Global Warming Is Irrelevant To The Fires

 ... because the time frames are all wrong. Global Warming Climate Change Global Warming takes decades to occur or reverse. Forest fire seasons are annual. Even if we all immediately began to live in yurts made of goat dung, we'd still have to deal with fires for 20 more years while the climate cooled warmed cooled changed cooled.

Let's assume that California Governor Goober, aka Gavin Newsom, is right and Global Warming Climate Change Global Warming has dramatically increased fire risks, just like he has been telling us for years. That doesn't make him look better, it makes him look worse.

Just what has his team been doing while the forests have been drying up under drought conditions? He's basically telling us that he predicted these fires, but didn't take any steps to reduce the risk. If that's true, then he's an incompetent moron. Dig this excellent article on steps to prevent massive fires like the ones we're experiencing.
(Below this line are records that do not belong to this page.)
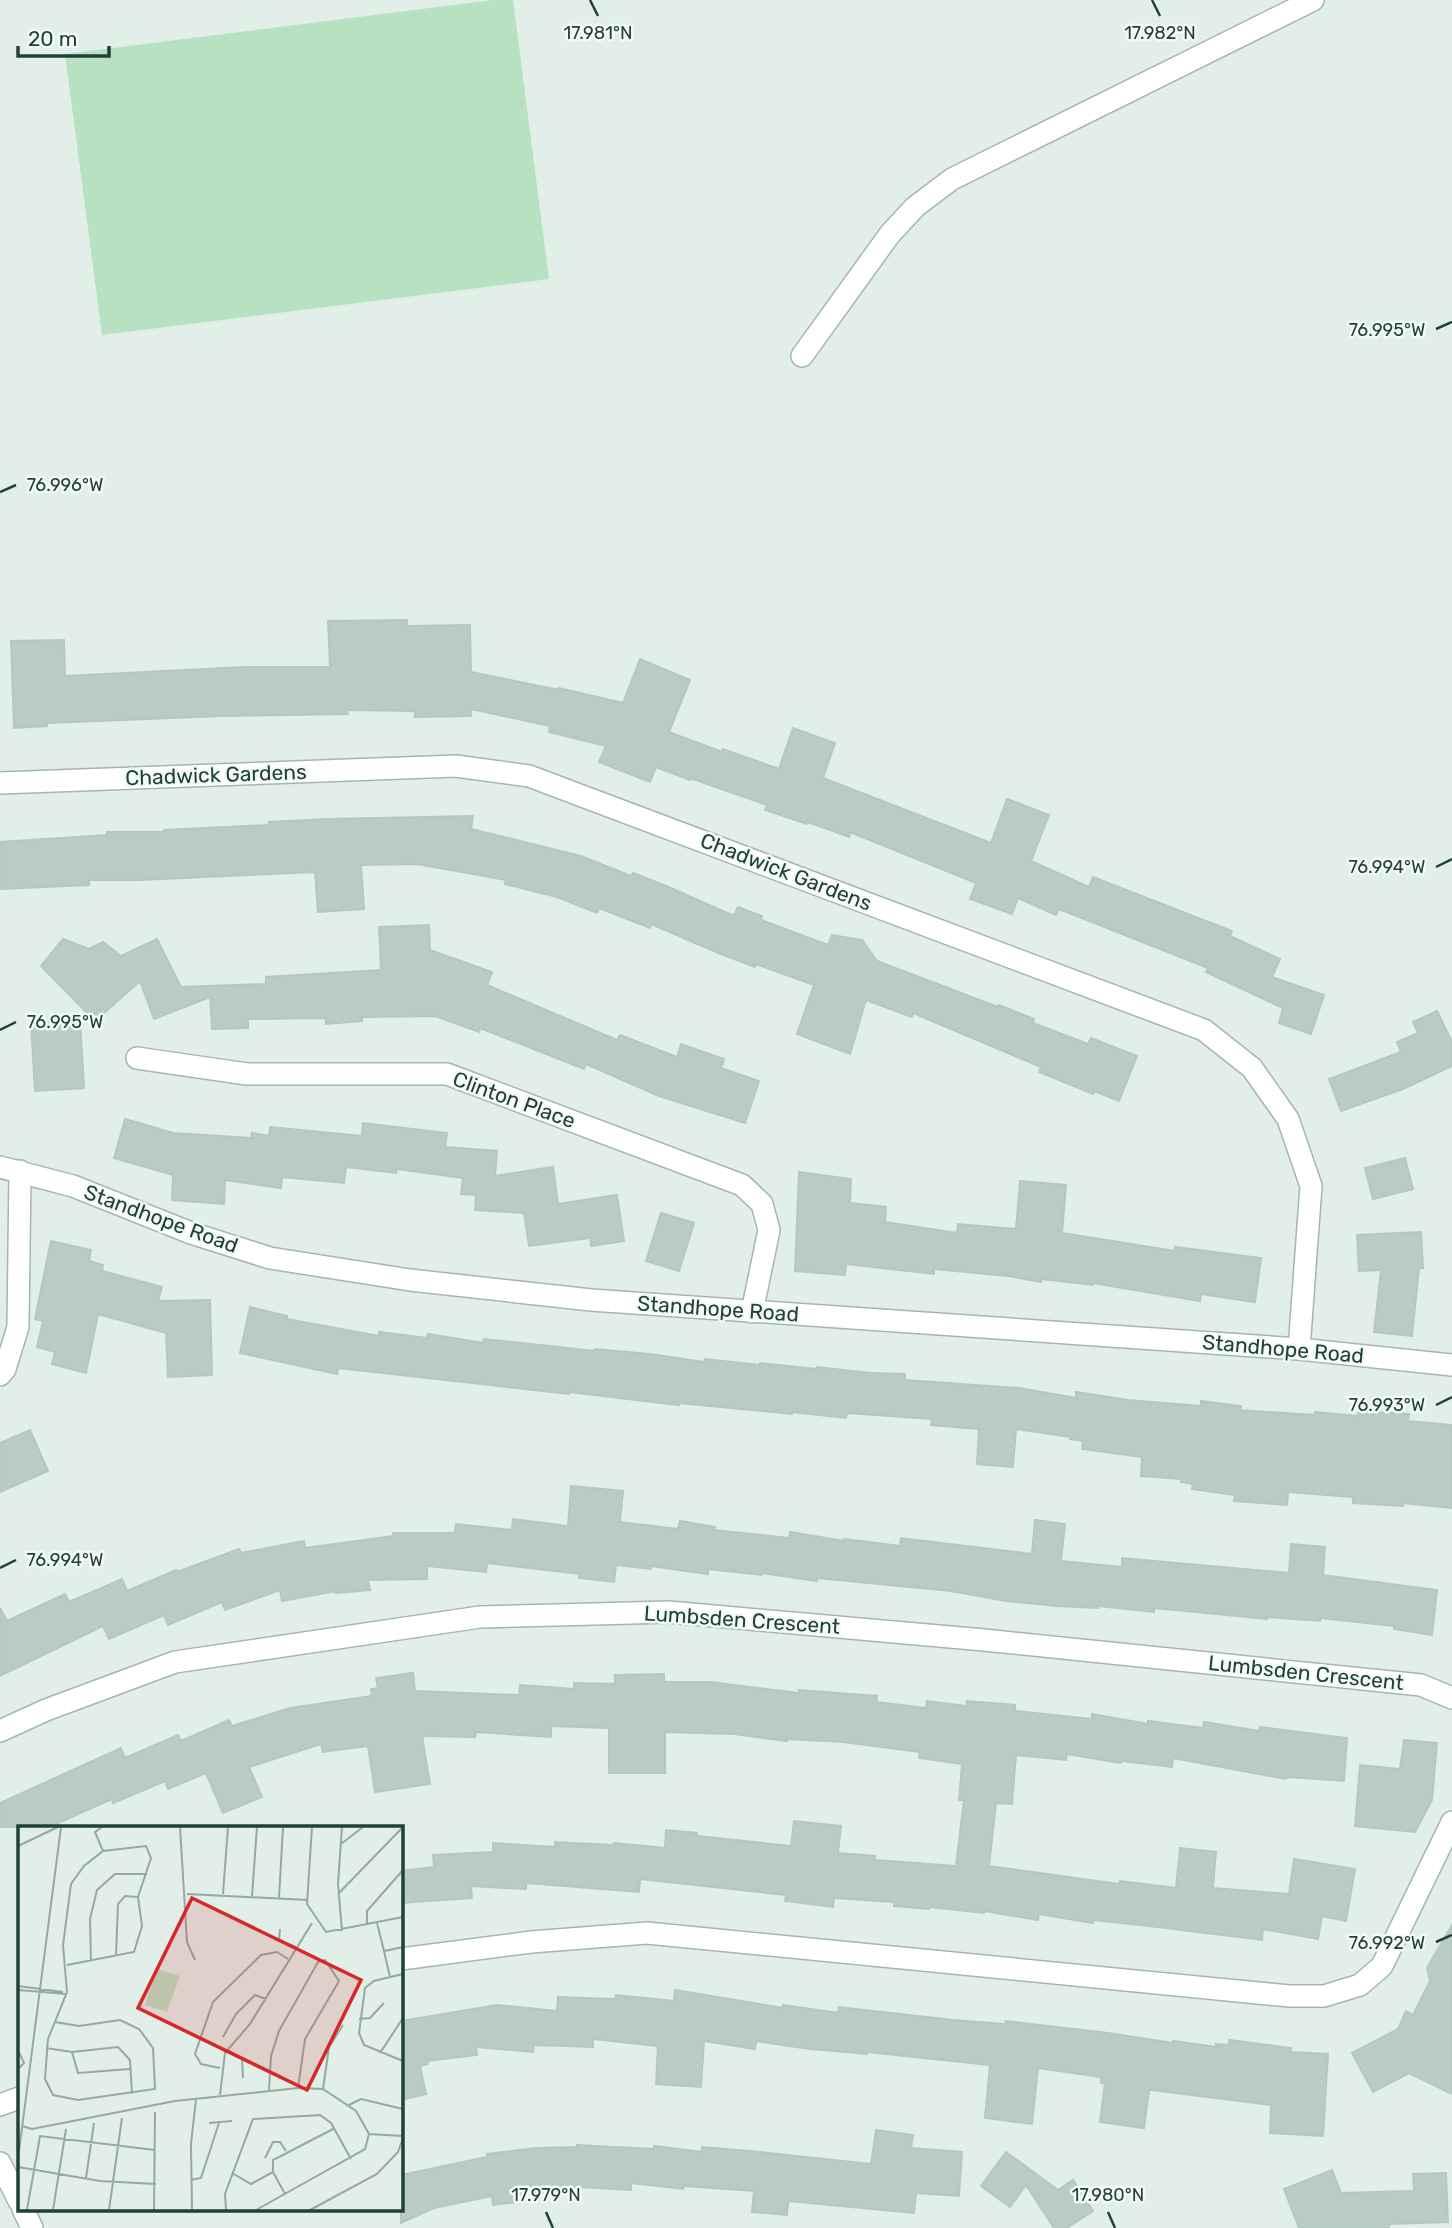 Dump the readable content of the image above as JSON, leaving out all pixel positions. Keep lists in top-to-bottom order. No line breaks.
{"streets":{"street":["Chadwick Gardens","Clinton Place","Standhope Road","Lumbsden Crescent"]},"crossings":[["Chadwick Gardens","Standhope Road"],["Clinton Place","Standhope Road"]],"scale_bar":"20 m","coordinates":["17.981°N","17.982°N","76.995°W","76.996°W","76.994°W","76.993°W","76.992°W","17.979°N","17.980°N"]} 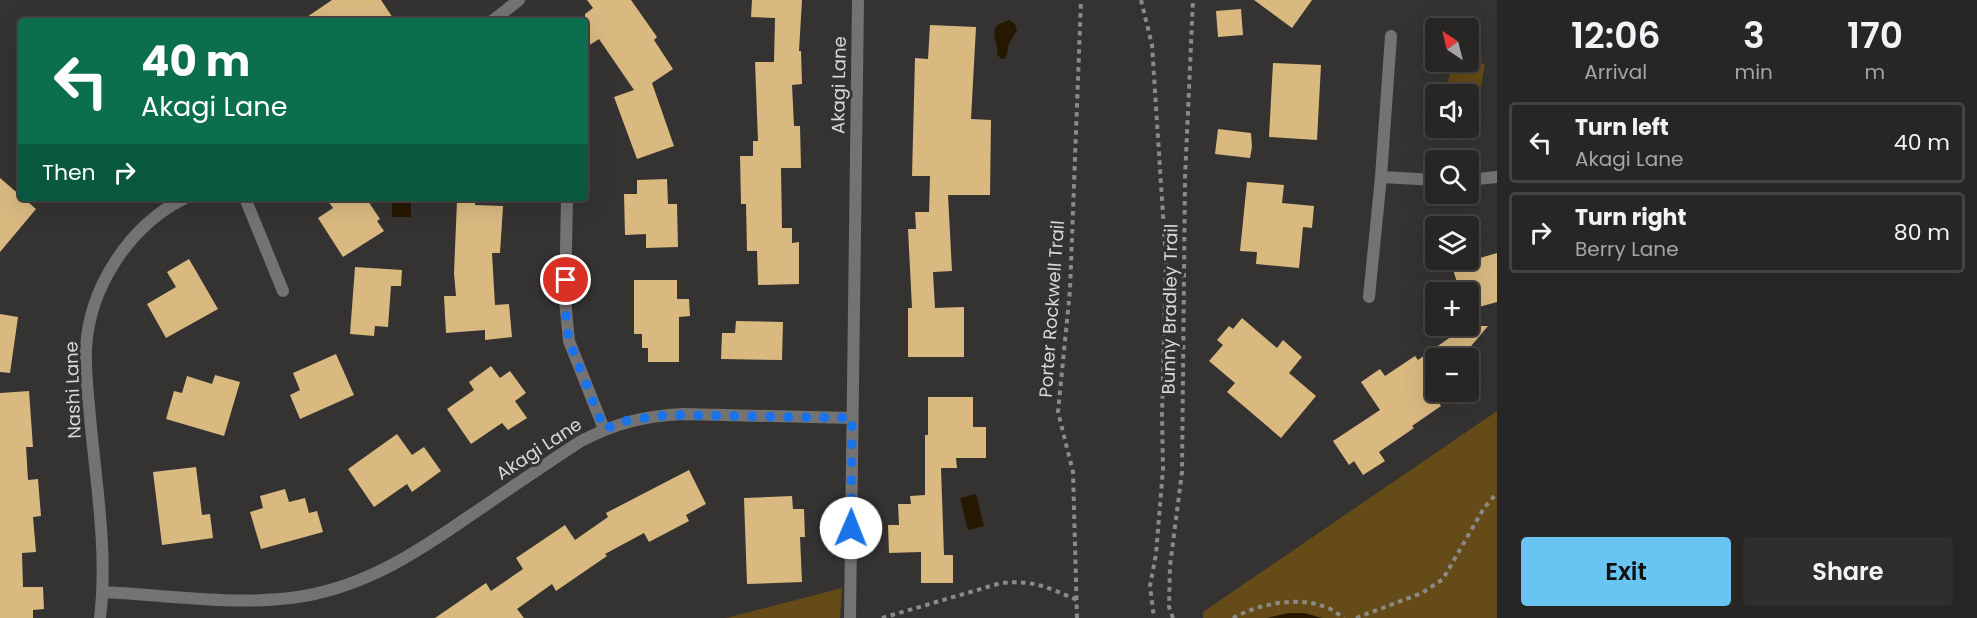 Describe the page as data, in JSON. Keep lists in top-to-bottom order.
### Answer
{
  "streets": {
    "street": ["Akagi Lane", "Nashi Lane"],
    "path": ["Porter Rockwell Trail", "Bunny Bradley Trail"]
  },
  "crossings": [
    ["Akagi Lane", "Nashi Lane"]
  ],
  "north": "top left",
  "page": {
    "eta": [
      "12:06",
      "Arrival",
      "3",
      "min",
      "170",
      "m"
    ],
    "map_buttons": ["+", "−"],
    "turn": ["40 m", "Akagi Lane"],
    "list": [
      {
        "name": "Turn left",
        "note": "Akagi Lane",
        "value": "40 m"
      },
      {
        "name": "Turn right",
        "note": "Berry Lane",
        "value": "80 m"
      }
    ],
    "then": "Then",
    "buttons": ["Exit", "Share"]
  }
} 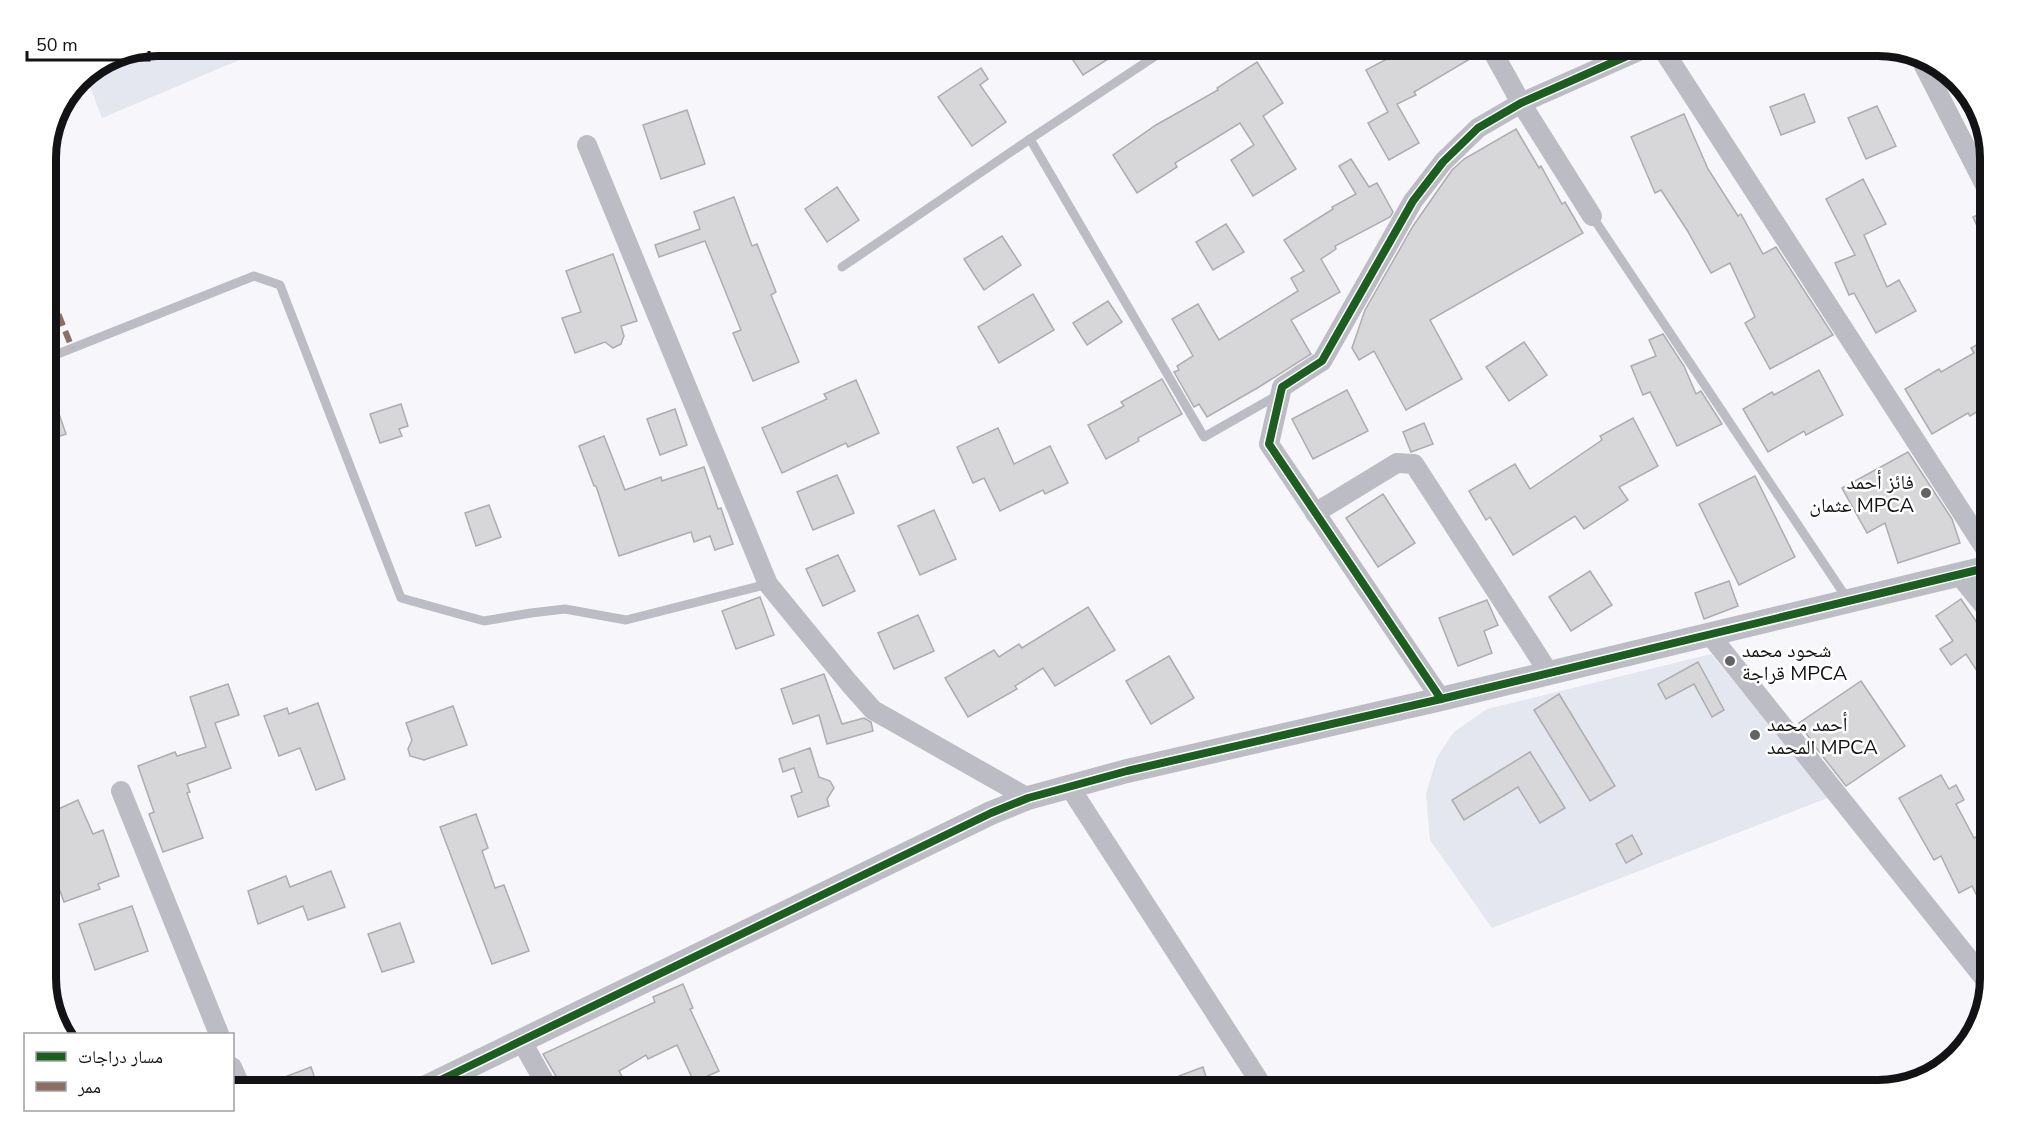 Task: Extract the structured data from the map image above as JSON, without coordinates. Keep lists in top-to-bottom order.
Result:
{
  "places": ["فائز أحمد عثمان MPCA", "شحود محمد قراجة MPCA", "أحمد محمد المحمد MPCA"],
  "legend": ["مسار دراجات", "ممر"],
  "scale_bar": "50 m"
} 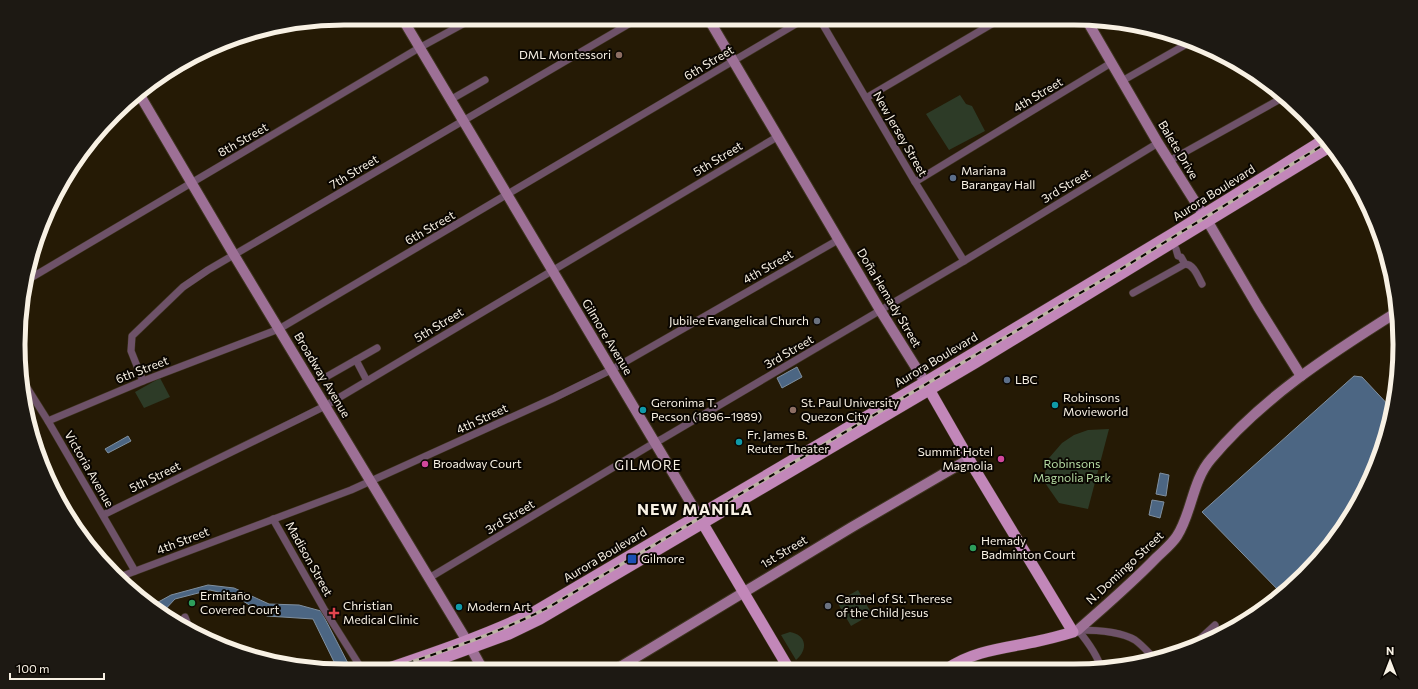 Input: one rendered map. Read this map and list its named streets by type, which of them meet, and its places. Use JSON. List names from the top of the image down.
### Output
{
  "streets": {
    "main road": [
      "Aurora Boulevard",
      "Doña Hemady Street",
      "Gilmore Avenue",
      "N. Domingo Street"
    ],
    "street": [
      "6th Street",
      "4th Street",
      "New Jersey Street",
      "8th Street",
      "Balete Drive",
      "5th Street",
      "7th Street",
      "3rd Street",
      "Broadway Avenue",
      "Victoria Avenue",
      "1st Street",
      "Madison Street"
    ]
  },
  "crossings": [
    ["6th Street", "7th Street"],
    ["6th Street", "Doña Hemady Street"],
    ["6th Street", "Gilmore Avenue"],
    ["6th Street", "Broadway Avenue"],
    ["6th Street", "Victoria Avenue"],
    ["4th Street", "New Jersey Street"],
    ["4th Street", "Balete Drive"],
    ["4th Street", "Doña Hemady Street"],
    ["4th Street", "Gilmore Avenue"],
    ["4th Street", "Broadway Avenue"],
    ["4th Street", "Victoria Avenue"],
    ["4th Street", "Madison Street"],
    ["New Jersey Street", "3rd Street"],
    ["8th Street", "Gilmore Avenue"],
    ["8th Street", "Broadway Avenue"],
    ["Balete Drive", "3rd Street"],
    ["Balete Drive", "Aurora Boulevard"],
    ["Balete Drive", "N. Domingo Street"],
    ["5th Street", "Doña Hemady Street"],
    ["5th Street", "Gilmore Avenue"],
    ["5th Street", "Broadway Avenue"],
    ["5th Street", "Victoria Avenue"],
    ["7th Street", "Gilmore Avenue"],
    ["7th Street", "Broadway Avenue"],
    ["3rd Street", "Doña Hemady Street"],
    ["3rd Street", "Gilmore Avenue"],
    ["3rd Street", "Broadway Avenue"],
    ["Aurora Boulevard", "Doña Hemady Street"],
    ["Aurora Boulevard", "Gilmore Avenue"],
    ["Aurora Boulevard", "Broadway Avenue"],
    ["Doña Hemady Street", "1st Street"],
    ["Doña Hemady Street", "N. Domingo Street"],
    ["Gilmore Avenue", "1st Street"]
  ],
  "districts": ["GILMORE", "NEW MANILA"],
  "parks": ["Robinsons Magnolia Park"],
  "places": {
    "other": [
      "DML Montessori",
      "Mariana Barangay Hall",
      "Jubilee Evangelical Church",
      "LBC",
      "Robinsons Movieworld",
      "Geronima T. Pecson (1896–1989)",
      "St. Paul University Quezon City",
      "Fr. James B. Reuter Theater",
      "Summit Hotel Magnolia",
      "Broadway Court",
      "Hemady Badminton Court",
      "Ermitaño Covered Court",
      "Carmel of St. Therese of the Child Jesus",
      "Modern Art"
    ],
    "transit": ["Gilmore"],
    "health": ["Christian Medical Clinic"]
  },
  "scale_bar": "100 m",
  "north": "top"
}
The pattern is a form of insanity: We keep doing overzealous fire suppression across California landscapes where the fire poses little risk to people and structures. As a result, wildland fuels keep building up. At the same time, the climate grows hotter and drier. Then, boom: the inevitable. The wind blows down a power line, or lightning strikes dry grass, and an inferno ensues. This week we’ve seen both the second- and third-largest fires in California history. “The fire community, the progressives, are almost in a state of panic,” Ingalsbee said. There’s only one solution, the one we know yet still avoid. “We need to get good fire on the ground and whittle down some of that fuel load.” ...

(B)etween 4.4 million and 11.8 million acres burned each year in prehistoric California. Between 1982 and 1998, California’s agency land managers burned, on average, about 30,000 acres a year. Between 1999 and 2017, that number dropped to an annual 13,000 acres. The state passed a few new laws in 2018 designed to facilitate more intentional burning. But few are optimistic this, alone, will lead to significant change. We live with a deathly backlog. In February 2020, Nature Sustainability published this terrifying conclusion: California would need to burn 20 million acres — an area about the size of Maine — to restabilize in terms of fire...

We dug ourselves into a deep, dangerous fuel imbalance due to one simple fact. We live in a Mediterranean climate that’s designed to burn, and we’ve prevented it from burning anywhere close to enough for well over a hundred years. Now climate change has made it hotter and drier than ever before, and the fire we’ve been forestalling is going to happen, fast, whether we plan for it or not.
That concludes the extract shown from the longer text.